Sending cars through the seas
MANILA, Philippines - For the Philippine auto industry at least, it seems good times are a-rolling. The Chamber of Automotive Manufacturers of the Philippines Inc. (CAMPI) reported a sales uptick of 33.8 percent in January from last year’s level – translating to 11,763 units sold. A look at month-on-month comparisons, however, reveals a 13.5-percent dip from December 2009 when figures hit the roof at 13,596. This number represents the single highest monthly sales volume in 10 years – tough act to follow, indeed.
CAMPI, through its president Elizabeth Lee, attributed the healthy total to OFW inflows, a more liquid market – not to mention the continued rise of a young professionals base with purchasing power in the business process outsourcing (BPO) sector.
Car manufacturers are even more optimistic this year – expecting a slice of the massive US$18 billion remittance pie this year, up eight percent.
When the January automobile sales books closed, Honda Cars Philippines, Inc. found itself in strong third with 11.2-percent market share. Given the continued bright prospects for the industry – particularly in the aforementioned niche of OFW remittances – HCPI is poised to take advantage of the robust market.
Launched in 2006, Honda’s CAREmittance program is the first and “probably the most successful OFW program in the industry,” said HCPI Department Head for Vehicle Sales and Corporate Communication Voltaire Gonzales. “The pioneering program enables people to conveniently buy high-quality, brand-new cars over the Internet.”
Originally conceptualized to cater to a growing (and increasingly liquid) number of OFWs and their families, the CAREmittance program shows HCPI’s adroit response to a clear desire of overseas Filipinos to buy a car for their families in the Philippines while they themselves are overseas.
“It entailed initiative and creativity to bring together available resources to create greater value and new benefits,” shared Gonzales.
Successful CAREmittance applications also receive a special package that includes free three-year LTO registration, Hydrophilic Paint Protection, Platinum Tint, seat cover, floor mat, and other premium items.
Since its launch, Honda’s CAREmittance program in 2006 has been a dependable revenue stream that realized the sale of 1,178 units. “Through the years, we have been receiving availments for all models – although the majority of these have been for City and Civic variants. May I also say that the CR-V is also gaining popularity.
“HCPI has been receiving applications worldwide, most of which come from the Middle East, the US, and Southeast Asia. We’ve also noticed that seafarers frequent our website,” continued Gonzales.
He said that despite a minor misstep because of the US market crash not too long ago, HCPl is eagerly projecting sales of 1,000 units this year via the program.
And HCPI is not alone in capitalizing on OFW remittances.

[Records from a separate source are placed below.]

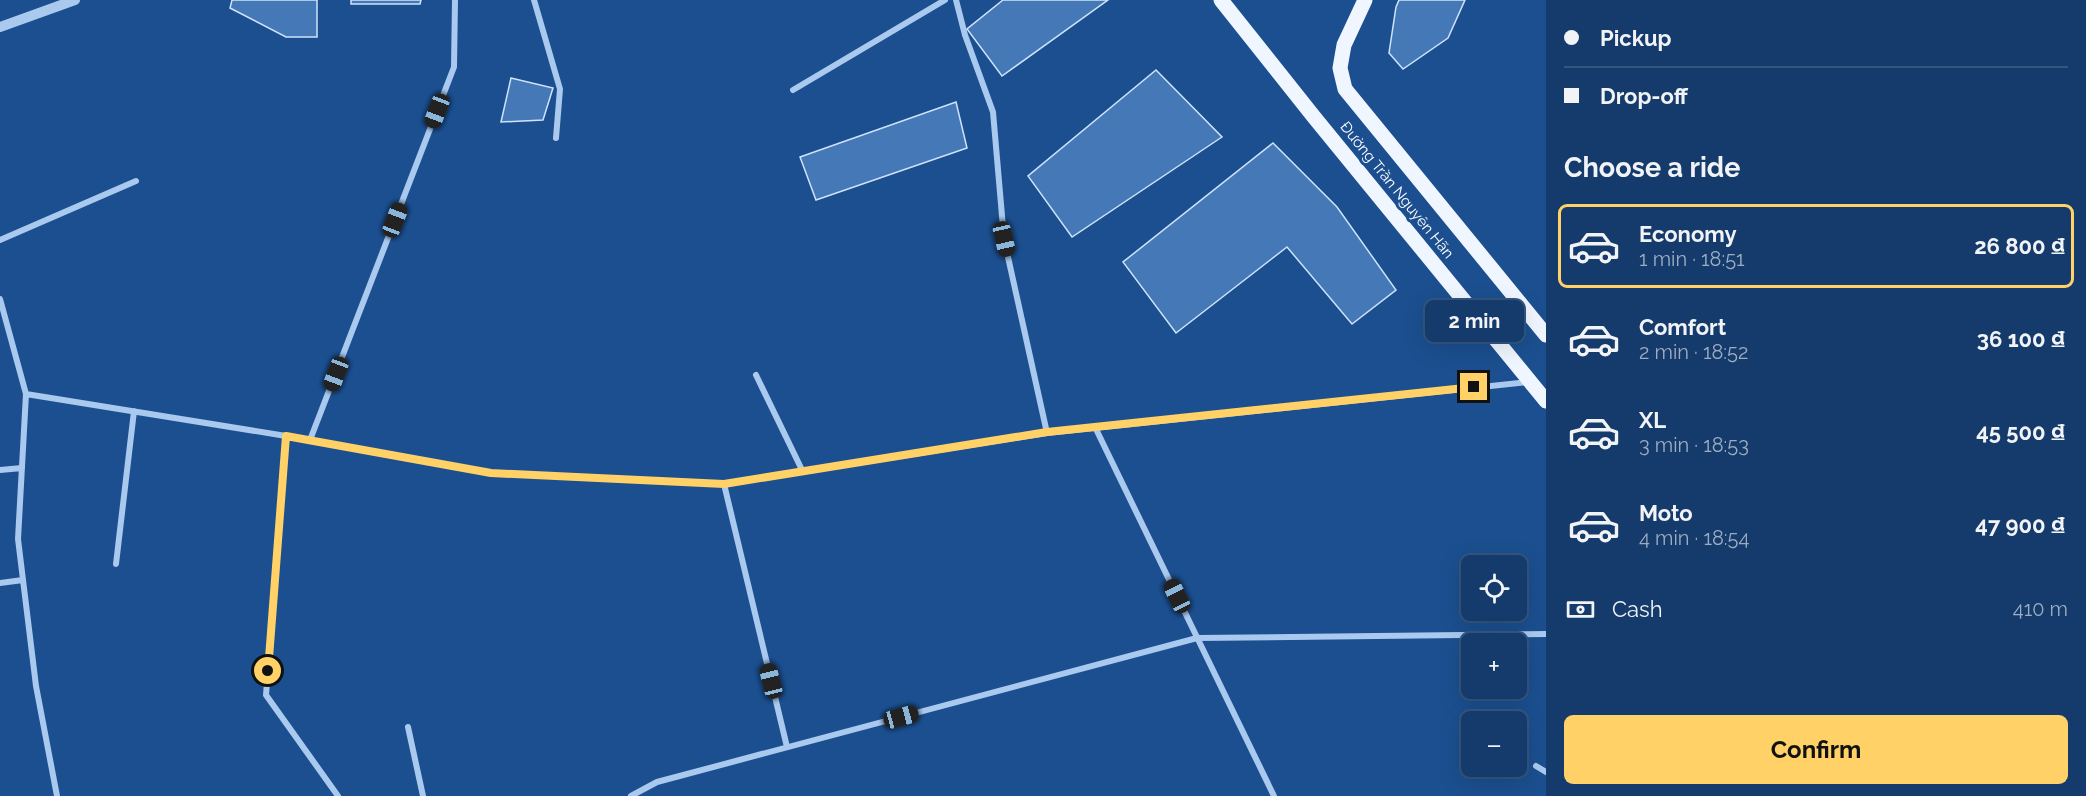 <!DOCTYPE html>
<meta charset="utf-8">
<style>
:root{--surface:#143b6b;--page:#1d4271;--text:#f1f3f6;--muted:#9dadc1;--line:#33557e;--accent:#ffd166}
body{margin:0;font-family:Raleway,sans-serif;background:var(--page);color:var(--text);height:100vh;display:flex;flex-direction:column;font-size:22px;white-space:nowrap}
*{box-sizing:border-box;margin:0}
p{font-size:20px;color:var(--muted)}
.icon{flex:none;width:33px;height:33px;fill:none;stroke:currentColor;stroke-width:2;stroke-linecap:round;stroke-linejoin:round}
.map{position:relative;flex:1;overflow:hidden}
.panel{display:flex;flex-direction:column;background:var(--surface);width:540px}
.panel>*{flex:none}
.top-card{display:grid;align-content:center;height:132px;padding:0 18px;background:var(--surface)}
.buttons{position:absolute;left:1461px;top:555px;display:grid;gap:12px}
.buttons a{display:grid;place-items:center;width:66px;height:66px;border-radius:9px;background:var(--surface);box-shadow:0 6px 24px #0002,0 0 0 2px var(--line);font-size:30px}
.end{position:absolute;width:27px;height:27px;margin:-14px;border:8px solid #ffd166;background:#111;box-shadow:0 0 0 3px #111}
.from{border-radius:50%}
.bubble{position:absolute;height:42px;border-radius:9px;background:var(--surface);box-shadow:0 6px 24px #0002,0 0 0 2px var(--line);font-size:20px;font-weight:700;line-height:42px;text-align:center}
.car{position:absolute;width:18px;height:36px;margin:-18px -9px;border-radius:8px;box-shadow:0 0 4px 2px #0007;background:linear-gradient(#222 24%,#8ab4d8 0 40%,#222 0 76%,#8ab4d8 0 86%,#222 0)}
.top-card b{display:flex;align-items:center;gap:21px;height:57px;font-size:22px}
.top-card b+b{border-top:2px solid var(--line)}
.top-card i{width:15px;height:15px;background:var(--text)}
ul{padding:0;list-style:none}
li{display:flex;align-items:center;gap:18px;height:84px;margin:0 12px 9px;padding:0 6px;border:3px solid transparent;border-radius:9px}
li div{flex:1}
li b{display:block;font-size:22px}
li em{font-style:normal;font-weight:700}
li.active{border-color:var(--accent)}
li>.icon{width:54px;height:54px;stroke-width:1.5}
h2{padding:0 18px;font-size:27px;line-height:72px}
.pay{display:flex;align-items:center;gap:15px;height:66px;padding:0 18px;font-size:22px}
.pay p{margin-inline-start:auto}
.cta{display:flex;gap:12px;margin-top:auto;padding:12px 18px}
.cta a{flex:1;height:69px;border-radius:9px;background:var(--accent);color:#111;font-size:24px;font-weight:700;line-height:69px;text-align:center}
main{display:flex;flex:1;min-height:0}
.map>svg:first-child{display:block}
</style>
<main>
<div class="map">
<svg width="1546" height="796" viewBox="0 0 1546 796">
<rect width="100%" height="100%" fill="#1b4f8f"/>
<path fill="#4478b7" stroke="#cfe3fa" stroke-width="1.5" d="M232 0H317V37H286L230 8Z
M351 0H421L420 4H351Z
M1003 0H1108L1002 76 967 29Z
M1399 0H1465L1448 38 1403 69 1389 53 1396 7Z
M1156 70 1222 137 1072 237 1028 176Z
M511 78 553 88 543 120 501 122Z
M956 102 967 148 816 200 800 157Z
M1273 143 1337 207 1396 290 1352 324 1287 247 1176 333 1123 262Z"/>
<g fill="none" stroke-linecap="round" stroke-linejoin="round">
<path stroke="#a9c9ee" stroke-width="6" d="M534 0 560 89 556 138
M956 0 965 35 993 112 1004 239 1047 433
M793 90 945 0
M0 240 136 181
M0 299 26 394 18 539 36 686 57 796
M756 375 803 472
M26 394 286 436 491 473 724 484 1047 433 1529 382
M1095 427 1274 796
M286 436 266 695 338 796
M310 440 454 67 455 0
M0 470 22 468
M724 484 787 747
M116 564 134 411
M0 583 23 580
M408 727 423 796
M1536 766 1546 772
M631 796 657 782 1197 638 1546 634"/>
<path stroke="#a9c9ee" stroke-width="10" d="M0 27 75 0"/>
<path stroke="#f0f6ff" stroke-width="15" d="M1221 0 1314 117 1546 401
M1365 0 1344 45 1340 68 1345 89 1546 335"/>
</g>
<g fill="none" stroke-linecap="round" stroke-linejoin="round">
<path stroke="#ffd166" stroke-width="8" d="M268 671 286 436 491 473 724 484 1047 432 1474 387"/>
</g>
<g text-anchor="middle" stroke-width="6" stroke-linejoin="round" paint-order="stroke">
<g font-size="15" fill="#fff" stroke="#1b4f8f">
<text transform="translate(1397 190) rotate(51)" y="5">Đường Trần Nguyên Hãn</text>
</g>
</g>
</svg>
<div class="buttons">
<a><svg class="icon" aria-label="locate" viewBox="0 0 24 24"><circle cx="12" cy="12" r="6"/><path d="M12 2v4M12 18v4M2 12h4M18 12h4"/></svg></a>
<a>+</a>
<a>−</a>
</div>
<i class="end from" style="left:268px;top:671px"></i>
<i class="end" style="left:1474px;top:387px"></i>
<div class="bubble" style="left:1425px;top:300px;width:99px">2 min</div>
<i class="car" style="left:437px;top:111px;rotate:201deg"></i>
<i class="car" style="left:395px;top:220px;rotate:21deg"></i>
<i class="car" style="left:1004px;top:239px;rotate:167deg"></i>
<i class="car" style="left:336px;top:374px;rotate:201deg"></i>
<i class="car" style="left:1177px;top:596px;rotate:334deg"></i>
<i class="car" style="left:771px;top:681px;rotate:346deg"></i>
<i class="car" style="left:901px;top:717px;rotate:75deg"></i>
</div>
<section class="panel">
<div class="top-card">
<b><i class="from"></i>Pickup</b>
<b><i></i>Drop-off</b>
</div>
<h2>Choose a ride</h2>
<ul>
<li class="active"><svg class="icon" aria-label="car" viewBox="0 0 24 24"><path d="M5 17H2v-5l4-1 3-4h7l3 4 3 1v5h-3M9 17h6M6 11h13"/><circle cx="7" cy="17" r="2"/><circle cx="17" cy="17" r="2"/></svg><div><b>Economy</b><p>1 min · 18:51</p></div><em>26 800 ₫</em></li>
<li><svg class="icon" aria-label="car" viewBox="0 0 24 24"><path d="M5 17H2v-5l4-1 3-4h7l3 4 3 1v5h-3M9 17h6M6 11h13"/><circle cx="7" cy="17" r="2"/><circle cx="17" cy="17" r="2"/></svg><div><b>Comfort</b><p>2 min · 18:52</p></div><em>36 100 ₫</em></li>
<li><svg class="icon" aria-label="car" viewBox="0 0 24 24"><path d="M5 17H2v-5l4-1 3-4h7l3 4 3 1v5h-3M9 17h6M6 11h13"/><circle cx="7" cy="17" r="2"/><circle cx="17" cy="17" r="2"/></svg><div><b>XL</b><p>3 min · 18:53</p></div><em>45 500 ₫</em></li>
<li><svg class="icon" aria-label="car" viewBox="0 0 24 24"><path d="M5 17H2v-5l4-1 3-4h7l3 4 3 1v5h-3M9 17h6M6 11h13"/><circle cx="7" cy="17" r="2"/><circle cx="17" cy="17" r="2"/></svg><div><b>Moto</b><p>4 min · 18:54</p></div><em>47 900 ₫</em></li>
</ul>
<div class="pay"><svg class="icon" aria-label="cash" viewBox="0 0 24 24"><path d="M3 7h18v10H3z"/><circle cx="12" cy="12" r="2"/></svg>Cash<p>410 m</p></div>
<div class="cta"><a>Confirm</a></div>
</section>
</main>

With 20.5-percent market share, Mitsubishi Motors Philippines Corporation is second only to Toyota Motor Philippines Corporation (32.9 percent). It has inked a tie-up with Bank of the Philippine Islands (BPI-Direct) to introduce what it dubs the “Balik-Bayani” Auto Financing program, conceptualized to similarly OFWs who want to own a Mitsubishi vehicle.
That’s only means more good news for Filipinos overseas – and their families here in the country. Now, much like the automobile market, it’s easier for them to get a-rolling too.